What’s in Your (Digital) Wallet? The CFPB Seeks to Supervise Digital Wallets and Payment Applications

There are certain nonbank markets that the Consumer Financial Protection Bureau (“CFPB”) has the statutory right to supervise irrespective of size (e.g., mortgage, private education loan, payday lending). Then, there are other consumer finance markets to which Congress gave the CFPB supervisory authority over only “larger participants.” But what constitutes a “larger participant,” like what supervisory rules should be applied by the Bureau, was left in the first instance up to the CFPB.
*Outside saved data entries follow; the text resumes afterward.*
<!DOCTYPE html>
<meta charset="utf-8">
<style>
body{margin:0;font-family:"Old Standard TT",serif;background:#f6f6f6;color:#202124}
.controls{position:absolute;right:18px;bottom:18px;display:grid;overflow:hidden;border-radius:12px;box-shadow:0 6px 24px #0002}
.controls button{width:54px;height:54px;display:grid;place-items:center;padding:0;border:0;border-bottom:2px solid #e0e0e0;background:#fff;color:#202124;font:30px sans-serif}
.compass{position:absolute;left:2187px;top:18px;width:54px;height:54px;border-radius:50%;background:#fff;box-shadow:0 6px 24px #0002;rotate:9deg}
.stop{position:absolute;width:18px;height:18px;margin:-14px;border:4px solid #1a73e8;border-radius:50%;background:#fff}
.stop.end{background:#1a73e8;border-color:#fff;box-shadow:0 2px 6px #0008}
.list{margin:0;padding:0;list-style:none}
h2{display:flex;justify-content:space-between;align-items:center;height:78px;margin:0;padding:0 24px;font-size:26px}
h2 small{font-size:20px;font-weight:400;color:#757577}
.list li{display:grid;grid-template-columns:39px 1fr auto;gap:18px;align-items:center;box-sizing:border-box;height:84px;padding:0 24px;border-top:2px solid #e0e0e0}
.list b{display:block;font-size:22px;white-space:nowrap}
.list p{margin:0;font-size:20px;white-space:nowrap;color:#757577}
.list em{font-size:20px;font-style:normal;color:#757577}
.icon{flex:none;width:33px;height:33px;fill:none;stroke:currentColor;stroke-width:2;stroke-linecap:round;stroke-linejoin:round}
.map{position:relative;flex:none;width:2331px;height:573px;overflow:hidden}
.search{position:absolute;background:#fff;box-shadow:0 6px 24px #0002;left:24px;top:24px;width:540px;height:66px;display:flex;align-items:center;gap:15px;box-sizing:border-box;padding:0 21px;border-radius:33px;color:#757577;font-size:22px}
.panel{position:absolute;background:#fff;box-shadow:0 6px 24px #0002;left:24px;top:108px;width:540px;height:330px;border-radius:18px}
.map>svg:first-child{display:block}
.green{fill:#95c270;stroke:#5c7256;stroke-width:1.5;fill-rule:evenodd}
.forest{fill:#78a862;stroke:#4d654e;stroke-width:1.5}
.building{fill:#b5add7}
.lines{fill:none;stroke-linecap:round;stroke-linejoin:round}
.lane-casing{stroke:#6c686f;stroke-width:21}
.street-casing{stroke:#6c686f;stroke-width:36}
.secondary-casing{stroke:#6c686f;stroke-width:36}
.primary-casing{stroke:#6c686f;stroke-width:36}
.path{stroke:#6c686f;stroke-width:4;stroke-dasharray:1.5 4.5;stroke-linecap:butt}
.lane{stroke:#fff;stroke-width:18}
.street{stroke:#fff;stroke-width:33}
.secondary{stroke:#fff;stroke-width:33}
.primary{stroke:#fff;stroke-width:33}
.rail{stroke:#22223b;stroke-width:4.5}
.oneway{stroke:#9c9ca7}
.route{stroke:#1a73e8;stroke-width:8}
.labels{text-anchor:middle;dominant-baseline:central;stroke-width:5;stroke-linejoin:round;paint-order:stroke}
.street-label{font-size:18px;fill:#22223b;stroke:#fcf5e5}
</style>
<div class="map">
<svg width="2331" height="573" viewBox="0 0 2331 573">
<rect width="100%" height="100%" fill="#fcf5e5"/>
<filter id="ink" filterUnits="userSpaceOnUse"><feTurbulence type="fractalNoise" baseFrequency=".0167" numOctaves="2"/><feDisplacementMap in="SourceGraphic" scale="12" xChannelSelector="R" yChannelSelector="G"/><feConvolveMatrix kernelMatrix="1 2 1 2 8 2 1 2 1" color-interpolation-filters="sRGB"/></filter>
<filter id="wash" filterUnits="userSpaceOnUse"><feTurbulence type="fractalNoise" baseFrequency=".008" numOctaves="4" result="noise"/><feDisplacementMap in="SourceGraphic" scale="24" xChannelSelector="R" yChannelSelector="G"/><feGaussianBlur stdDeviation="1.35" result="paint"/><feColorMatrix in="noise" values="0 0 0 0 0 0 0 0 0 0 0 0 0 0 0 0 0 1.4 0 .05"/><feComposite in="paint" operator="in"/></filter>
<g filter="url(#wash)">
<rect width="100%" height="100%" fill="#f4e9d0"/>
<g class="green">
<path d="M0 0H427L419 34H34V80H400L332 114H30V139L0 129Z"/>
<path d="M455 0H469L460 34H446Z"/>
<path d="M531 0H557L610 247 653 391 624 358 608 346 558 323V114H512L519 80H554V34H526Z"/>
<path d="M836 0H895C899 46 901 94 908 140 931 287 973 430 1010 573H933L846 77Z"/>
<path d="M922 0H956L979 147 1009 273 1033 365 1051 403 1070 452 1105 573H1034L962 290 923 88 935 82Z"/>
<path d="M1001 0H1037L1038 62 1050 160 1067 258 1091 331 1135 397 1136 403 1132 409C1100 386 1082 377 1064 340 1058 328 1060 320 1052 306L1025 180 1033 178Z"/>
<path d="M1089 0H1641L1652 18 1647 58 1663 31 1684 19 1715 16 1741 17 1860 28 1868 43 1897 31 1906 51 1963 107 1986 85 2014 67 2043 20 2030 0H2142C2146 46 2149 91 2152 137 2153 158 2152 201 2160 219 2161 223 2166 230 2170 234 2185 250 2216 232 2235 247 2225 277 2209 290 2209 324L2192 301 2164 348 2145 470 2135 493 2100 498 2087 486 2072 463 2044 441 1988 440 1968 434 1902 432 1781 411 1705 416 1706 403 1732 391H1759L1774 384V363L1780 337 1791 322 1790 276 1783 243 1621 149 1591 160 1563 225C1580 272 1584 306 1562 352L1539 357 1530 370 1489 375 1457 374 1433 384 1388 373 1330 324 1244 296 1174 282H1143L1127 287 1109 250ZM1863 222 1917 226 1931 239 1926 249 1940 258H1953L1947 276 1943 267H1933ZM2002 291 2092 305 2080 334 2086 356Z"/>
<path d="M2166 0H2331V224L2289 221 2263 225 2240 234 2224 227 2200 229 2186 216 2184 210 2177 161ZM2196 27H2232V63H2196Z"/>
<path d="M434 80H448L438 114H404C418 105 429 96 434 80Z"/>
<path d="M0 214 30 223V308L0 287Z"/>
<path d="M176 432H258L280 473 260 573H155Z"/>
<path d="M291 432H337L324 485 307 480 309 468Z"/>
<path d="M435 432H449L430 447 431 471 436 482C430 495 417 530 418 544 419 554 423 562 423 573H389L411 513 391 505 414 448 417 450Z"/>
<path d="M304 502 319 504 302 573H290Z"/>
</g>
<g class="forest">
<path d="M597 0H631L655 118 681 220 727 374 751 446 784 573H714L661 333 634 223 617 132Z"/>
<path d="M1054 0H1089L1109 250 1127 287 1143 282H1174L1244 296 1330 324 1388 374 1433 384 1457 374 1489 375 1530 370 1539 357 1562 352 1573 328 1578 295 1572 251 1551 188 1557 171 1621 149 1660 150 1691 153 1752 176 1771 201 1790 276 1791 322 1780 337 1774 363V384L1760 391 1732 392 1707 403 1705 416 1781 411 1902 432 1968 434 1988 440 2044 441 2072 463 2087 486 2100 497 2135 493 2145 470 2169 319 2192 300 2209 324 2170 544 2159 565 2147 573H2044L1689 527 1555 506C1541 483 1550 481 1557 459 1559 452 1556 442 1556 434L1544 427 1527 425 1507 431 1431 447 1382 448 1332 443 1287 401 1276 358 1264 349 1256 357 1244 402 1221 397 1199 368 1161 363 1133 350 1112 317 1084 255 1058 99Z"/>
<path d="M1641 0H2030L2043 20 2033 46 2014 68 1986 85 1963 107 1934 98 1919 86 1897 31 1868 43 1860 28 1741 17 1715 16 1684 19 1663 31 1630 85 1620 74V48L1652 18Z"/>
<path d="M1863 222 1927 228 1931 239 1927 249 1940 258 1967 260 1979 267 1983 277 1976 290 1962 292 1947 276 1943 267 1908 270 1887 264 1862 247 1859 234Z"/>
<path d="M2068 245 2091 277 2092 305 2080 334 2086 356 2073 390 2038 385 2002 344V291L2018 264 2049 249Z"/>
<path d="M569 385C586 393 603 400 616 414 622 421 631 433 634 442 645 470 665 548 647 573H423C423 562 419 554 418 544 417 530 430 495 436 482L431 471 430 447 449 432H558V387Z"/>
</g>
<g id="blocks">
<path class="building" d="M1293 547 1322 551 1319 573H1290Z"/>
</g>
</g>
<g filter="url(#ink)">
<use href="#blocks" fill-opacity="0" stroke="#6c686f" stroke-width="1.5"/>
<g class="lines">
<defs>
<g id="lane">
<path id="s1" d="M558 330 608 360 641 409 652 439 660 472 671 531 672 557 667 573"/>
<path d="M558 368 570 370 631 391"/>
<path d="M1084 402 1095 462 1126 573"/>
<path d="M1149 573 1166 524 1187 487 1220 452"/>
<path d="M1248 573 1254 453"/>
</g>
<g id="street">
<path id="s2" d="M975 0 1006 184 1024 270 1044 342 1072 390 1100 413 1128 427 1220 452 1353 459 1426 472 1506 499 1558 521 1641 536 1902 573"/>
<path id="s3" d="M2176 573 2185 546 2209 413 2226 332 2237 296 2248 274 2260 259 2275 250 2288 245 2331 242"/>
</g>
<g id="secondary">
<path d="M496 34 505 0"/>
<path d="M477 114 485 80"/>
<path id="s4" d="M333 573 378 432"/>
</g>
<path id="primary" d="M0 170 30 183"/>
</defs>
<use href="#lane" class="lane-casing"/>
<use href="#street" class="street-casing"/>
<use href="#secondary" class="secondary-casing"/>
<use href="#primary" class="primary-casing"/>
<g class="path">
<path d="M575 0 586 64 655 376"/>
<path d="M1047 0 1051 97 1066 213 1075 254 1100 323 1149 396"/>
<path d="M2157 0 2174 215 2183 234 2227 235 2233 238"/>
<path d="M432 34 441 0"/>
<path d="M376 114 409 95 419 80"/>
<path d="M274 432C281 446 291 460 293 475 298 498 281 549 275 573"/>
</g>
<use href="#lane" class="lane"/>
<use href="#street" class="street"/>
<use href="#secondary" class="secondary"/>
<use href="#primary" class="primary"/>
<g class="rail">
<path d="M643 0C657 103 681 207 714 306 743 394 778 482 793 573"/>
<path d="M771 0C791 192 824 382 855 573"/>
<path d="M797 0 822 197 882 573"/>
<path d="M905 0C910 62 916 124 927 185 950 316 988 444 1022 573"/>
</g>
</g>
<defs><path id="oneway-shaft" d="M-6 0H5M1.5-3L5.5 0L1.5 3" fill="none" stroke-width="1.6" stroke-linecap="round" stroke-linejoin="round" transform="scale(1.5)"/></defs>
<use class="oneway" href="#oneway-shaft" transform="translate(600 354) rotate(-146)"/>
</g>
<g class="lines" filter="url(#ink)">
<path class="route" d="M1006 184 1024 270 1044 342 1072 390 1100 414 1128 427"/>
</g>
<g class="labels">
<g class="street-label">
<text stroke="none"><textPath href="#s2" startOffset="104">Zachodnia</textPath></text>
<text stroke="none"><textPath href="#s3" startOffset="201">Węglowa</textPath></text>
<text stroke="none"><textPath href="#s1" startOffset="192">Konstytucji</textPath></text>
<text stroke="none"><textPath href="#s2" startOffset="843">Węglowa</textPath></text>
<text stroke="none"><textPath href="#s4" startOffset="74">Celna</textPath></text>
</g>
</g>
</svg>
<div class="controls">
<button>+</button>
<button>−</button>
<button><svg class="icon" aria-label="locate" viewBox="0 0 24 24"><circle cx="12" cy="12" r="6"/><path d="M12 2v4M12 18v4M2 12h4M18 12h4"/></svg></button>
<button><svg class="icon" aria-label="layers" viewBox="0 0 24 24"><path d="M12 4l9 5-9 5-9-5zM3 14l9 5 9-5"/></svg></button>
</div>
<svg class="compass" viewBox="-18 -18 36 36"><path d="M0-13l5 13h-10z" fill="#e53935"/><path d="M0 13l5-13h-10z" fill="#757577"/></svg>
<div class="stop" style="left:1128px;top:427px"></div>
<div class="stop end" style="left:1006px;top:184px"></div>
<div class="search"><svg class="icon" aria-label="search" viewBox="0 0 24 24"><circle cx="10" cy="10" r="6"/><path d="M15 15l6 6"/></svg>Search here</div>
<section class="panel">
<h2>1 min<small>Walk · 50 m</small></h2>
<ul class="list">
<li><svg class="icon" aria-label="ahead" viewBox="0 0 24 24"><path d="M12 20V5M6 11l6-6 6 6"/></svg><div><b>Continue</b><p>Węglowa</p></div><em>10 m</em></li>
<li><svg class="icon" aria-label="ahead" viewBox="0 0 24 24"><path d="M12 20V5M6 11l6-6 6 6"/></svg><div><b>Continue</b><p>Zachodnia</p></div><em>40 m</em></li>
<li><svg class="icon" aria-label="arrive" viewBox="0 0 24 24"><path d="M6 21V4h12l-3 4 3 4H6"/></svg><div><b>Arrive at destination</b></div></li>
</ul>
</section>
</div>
The CFPB has already attempted to define what constitutes a “larger participant” for several industries, including consumer reporting, consumer debt collection, automobile financing, and student-loan servicing. In early November 2023, it proposed a new rule, this time defining what a “larger participant” meant when it comes to “general-use digital consumer application[s].” Per the proposed rule, such applications would encompass “providing a covered payment functionality through a digital application for consumer’s general use in making consumer payment transaction(s).” Although fleshed out through byzantine pathways of regulatory definitions and exceptions, the CFPB explained that its primary focus was digital wallets (“wallet functionality”) and payment apps (“fund transfer functionality”), most notably those offered by “Big Tech.”

To qualify as a “larger participant” in this market, the CFPB has tentatively proposed setting the bar as (1) providers that, with their affiliates, facilitate at least 5 million transactions annually in a general-use digital consumer payment application; and (2) providers that are not characterized as a “small business concern” as defined by the Small Business Administration (“SBA”). Such “larger participants” could be subject to compulsory examination and information sharing with the Bureau, all with the ostensible purpose of evaluating risks to consumers and consumer financial markets.

The CFPB explained that the focus of its supervisory efforts would be twofold. First, it hoped to police compliance with regulations targeting unfair, deceptive, and abusive acts and practices (“UDAAP”); consumer money transfers; and privacy protections. Second, it aimed to “foster a level playing field with depository institutions,” forcing these “larger participants” to undergo scrutiny commensurate with that applied to traditional depository institutions, such as banks and credit unions.

At present, it is projected that the CFPB’s definition, if adopted, would directly impact about 17 companies that account for a combined total of 88% of consumer payment transactions. Given the relatively low transaction-volume bar in the context of the payments industry (which could conceivably be reached even by truly nascent players, likely leading to the CFPB’s express exclusion of “small business concern[s]” from the definition), the rule could easily sweep up emerging players in the payments and digital wallet industries, potentially subjecting them to innovation-stifling levels of regulatory oversight. Seeming to acknowledge this potential for unintended reach, the CFPB made clear that it is continuing to evaluate the threshold and would await public comment before finalizing the standard.

Those interested in expressing their views to the CFPB should plan to submit responses within the comment period, which is currently slated to close in early January 2024.